# Text Distance

Using the text distance helps us determine the lexical similarity of words, for example we can detect simple typos when user write `hose` instead of `house` we can detect that these are similar

There are multiple python libraries that helps us use many text distances methods, we will use `jellyfish` for this tutorial




In [1]:
!pip install jellyfish

Collecting jellyfish
  Downloading https://files.pythonhosted.org/packages/3f/29/56521d8f0acc49149175903ad41b87f0ca392fe56c0fb3bf079fd9912c4f/jellyfish-1.0.0-cp37-none-win_amd64.whl (206kB)
Installing collected packages: jellyfish
Successfully installed jellyfish-1.0.0


# Levenshtein Distance

Levenshtein distance represents the number of insertions, deletions, and substitutions required to change one word to another.

For example: `levenshtein_distance('berne', 'born') == 2` representing the transformation of the first `e` to `o` and the deletion of the second `e`.


In [2]:
import jellyfish

jellyfish.levenshtein_distance('jellyfish', 'smellyfish')

2

# Hamming Distance

Hamming distance is the measure of the number of characters that differ between two strings.

Typically Hamming distance is undefined when strings are of different length, but this implementation considers extra characters as differing. For example hamming_distance('abc', 'abcd') == 1.

In [8]:
jellyfish.hamming_distance("cat", "hat")

1

In [3]:
jellyfish.hamming_distance('jellyfish', 'smellyfish')

9

# Damerau-Levenshtein Distance

A modification of Levenshtein distance, Damerau-Levenshtein distance counts transpositions (such as ifsh for fish) as a single edit.

Where levenshtein_distance('fish', 'ifsh') == 2 as it would require a deletion and an insertion, though damerau_levenshtein_distance('fish', 'ifsh') == 1 as this counts as a transposition.

In [4]:
jellyfish.damerau_levenshtein_distance(u'jellyfish', u'jellyfihs')

1

# which method better ? 

The choice of which text distance method to use depends on the specific problem I'm  trying to solve and the characteristics of the data. Each of the previous text distance methods (Levenshtein Distance, Hamming Distance, and Damerau-Levenshtein Distance) has its own strengths and limitations.

Here's a summary of when each method might be more suitable:

1. Levenshtein Distance:

• Strengths:

Measures the minimum number of edit operations (insertions, deletions, substitutions) to transform one string into another.
Useful for measuring the similarity between two strings when the order of characters matters, and when you want to account for various types of edits.

• Limitations:

Computationally more expensive, especially for longer strings.
Not suitable for measuring similarity when transpositions (reversed or swapped characters) are common.

2. Hamming Distance:

• Strengths:

Efficient for comparing strings of the same length.
Suitable for situations where strings are expected to have the same length and you want to measure character-level differences.

• Limitations:

Undefined when strings have different lengths.
Not suitable for measuring similarity when strings can have different lengths or require more complex transformations.

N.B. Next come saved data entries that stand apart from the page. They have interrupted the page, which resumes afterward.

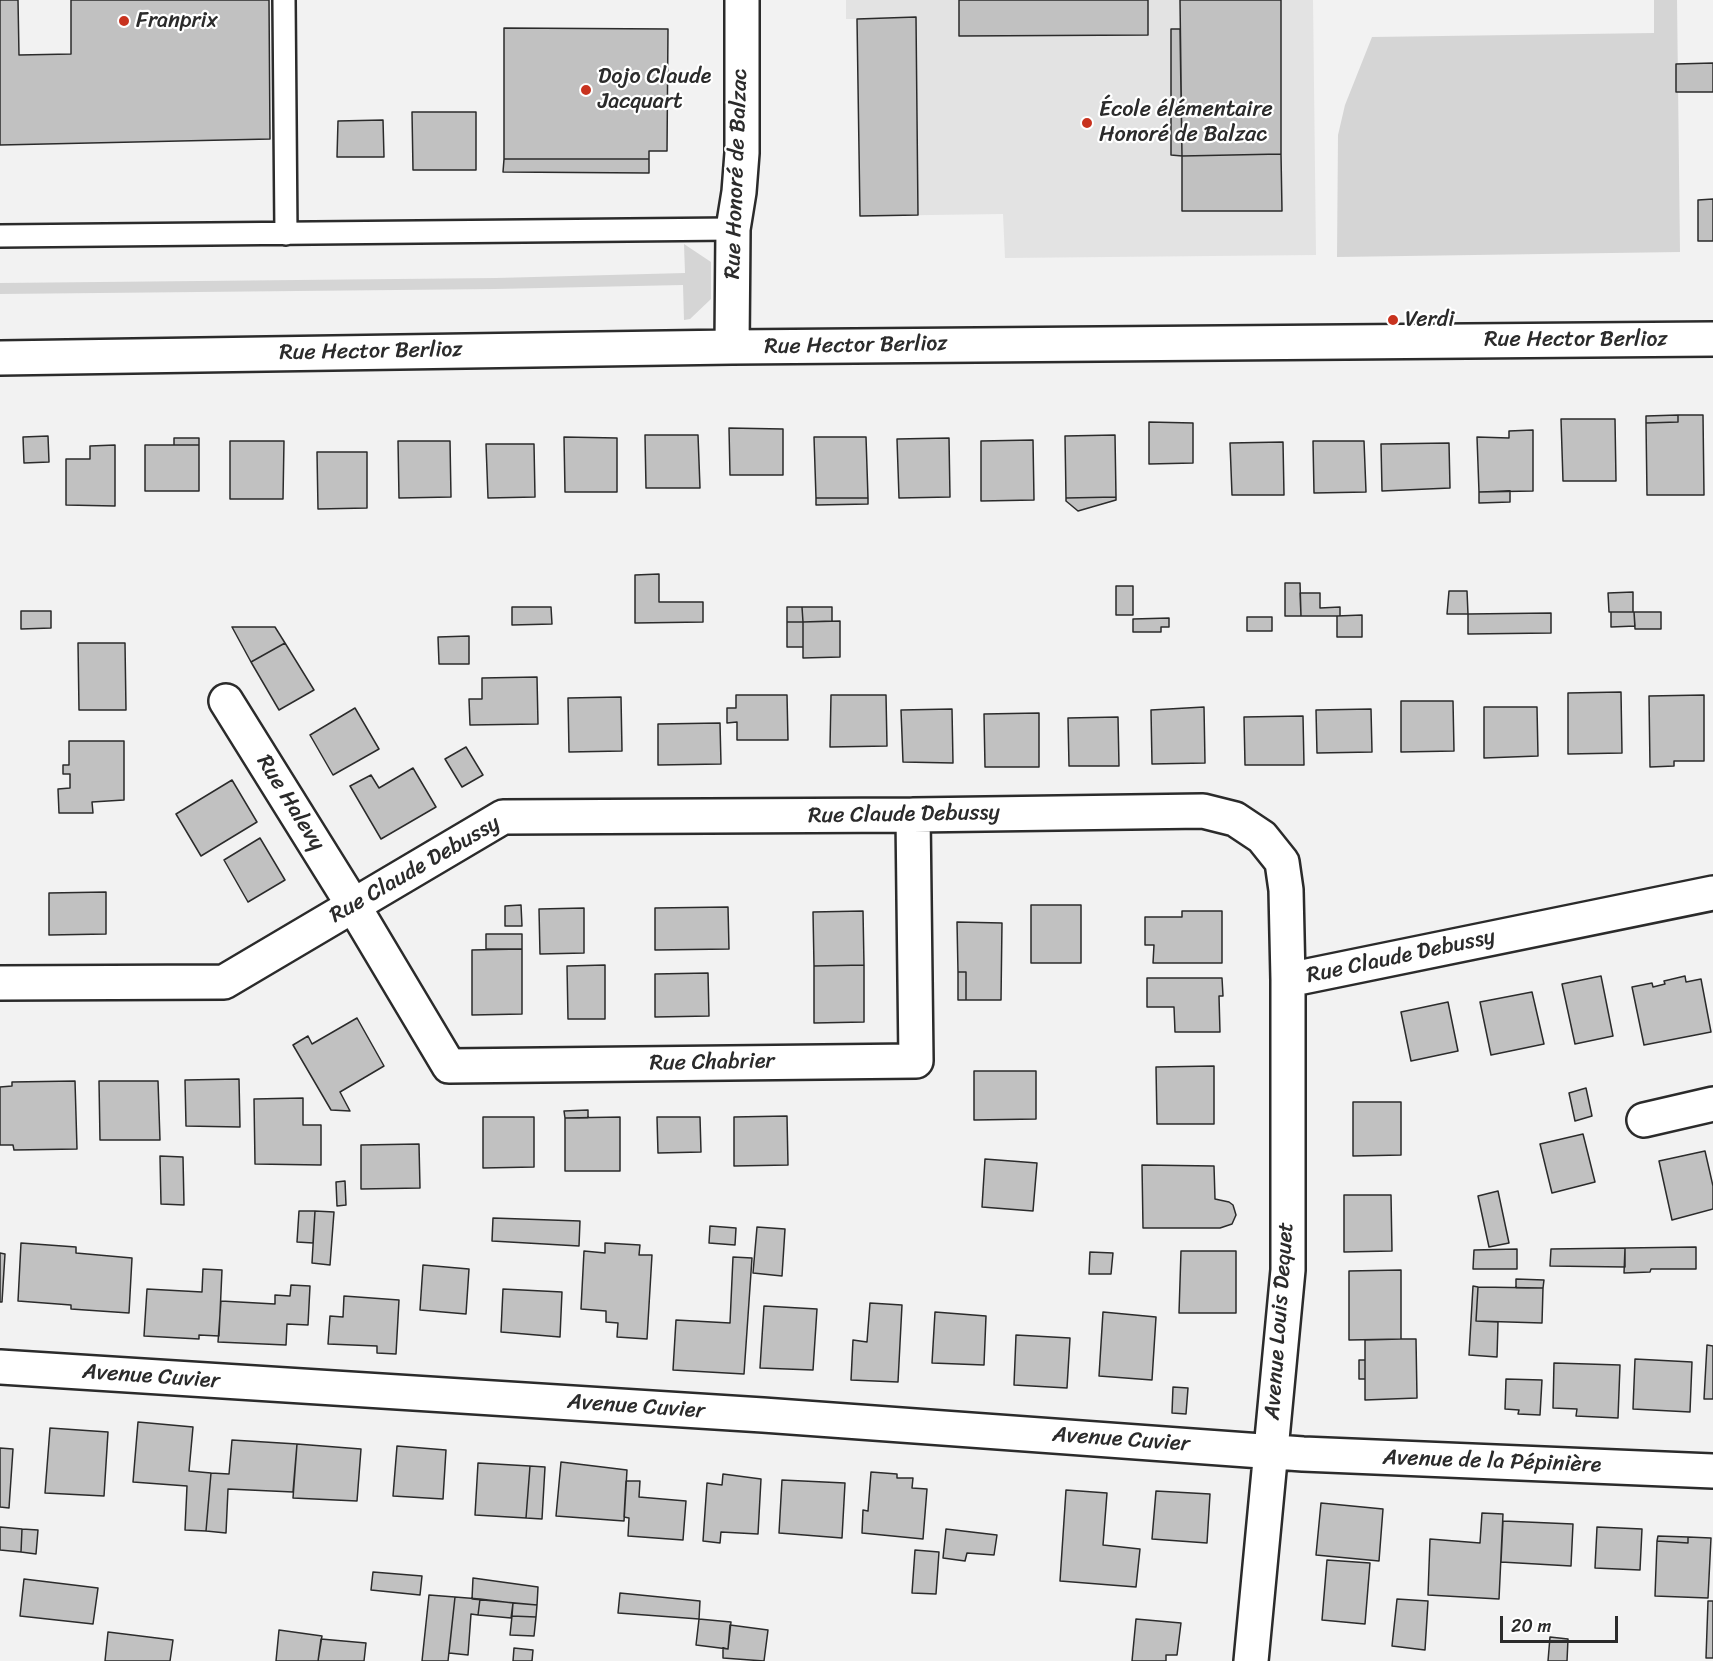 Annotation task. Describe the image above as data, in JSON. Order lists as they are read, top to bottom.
{
  "streets": {
    "street": [
      "Rue Honoré de Balzac",
      "Rue Hector Berlioz",
      "Rue Halevy",
      "Rue Claude Debussy",
      "Rue Chabrier",
      "Avenue Louis Dequet",
      "Avenue Cuvier",
      "Avenue de la Pépinière"
    ]
  },
  "crossings": [
    ["Rue Honoré de Balzac", "Rue Hector Berlioz"],
    ["Rue Halevy", "Rue Claude Debussy"],
    ["Rue Halevy", "Rue Chabrier"],
    ["Rue Claude Debussy", "Rue Chabrier"],
    ["Rue Claude Debussy", "Avenue Louis Dequet"],
    ["Avenue Louis Dequet", "Avenue Cuvier"],
    ["Avenue Louis Dequet", "Avenue de la Pépinière"],
    ["Avenue Cuvier", "Avenue de la Pépinière"]
  ],
  "places": [
    "Franprix",
    "Dojo Claude Jacquart",
    "École élémentaire Honoré de Balzac",
    "Verdi"
  ],
  "scale_bar": "20 m"
}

3. Damerau-Levenshtein Distance:

• Strengths:

An extension of Levenshtein distance that also considers transpositions as a single edit.
Useful for measuring similarity when transpositions are likely to occur, such as in spelling corrections.

• Limitations:

Slightly more computationally expensive than standard Levenshtein distance.

If we're working with DNA sequences where insertions, deletions, and substitutions are common, Levenshtein distance may be suitable.

If we're working with fixed-length strings and you want to measure character-level differences, Hamming distance might be a good choice.

If we're dealing with typos in text or need to account for transpositions, Damerau-Levenshtein distance is a good option.

In practice, we may need to experiment with different distance metrics and choose the one that best fits your particular problem and dataset.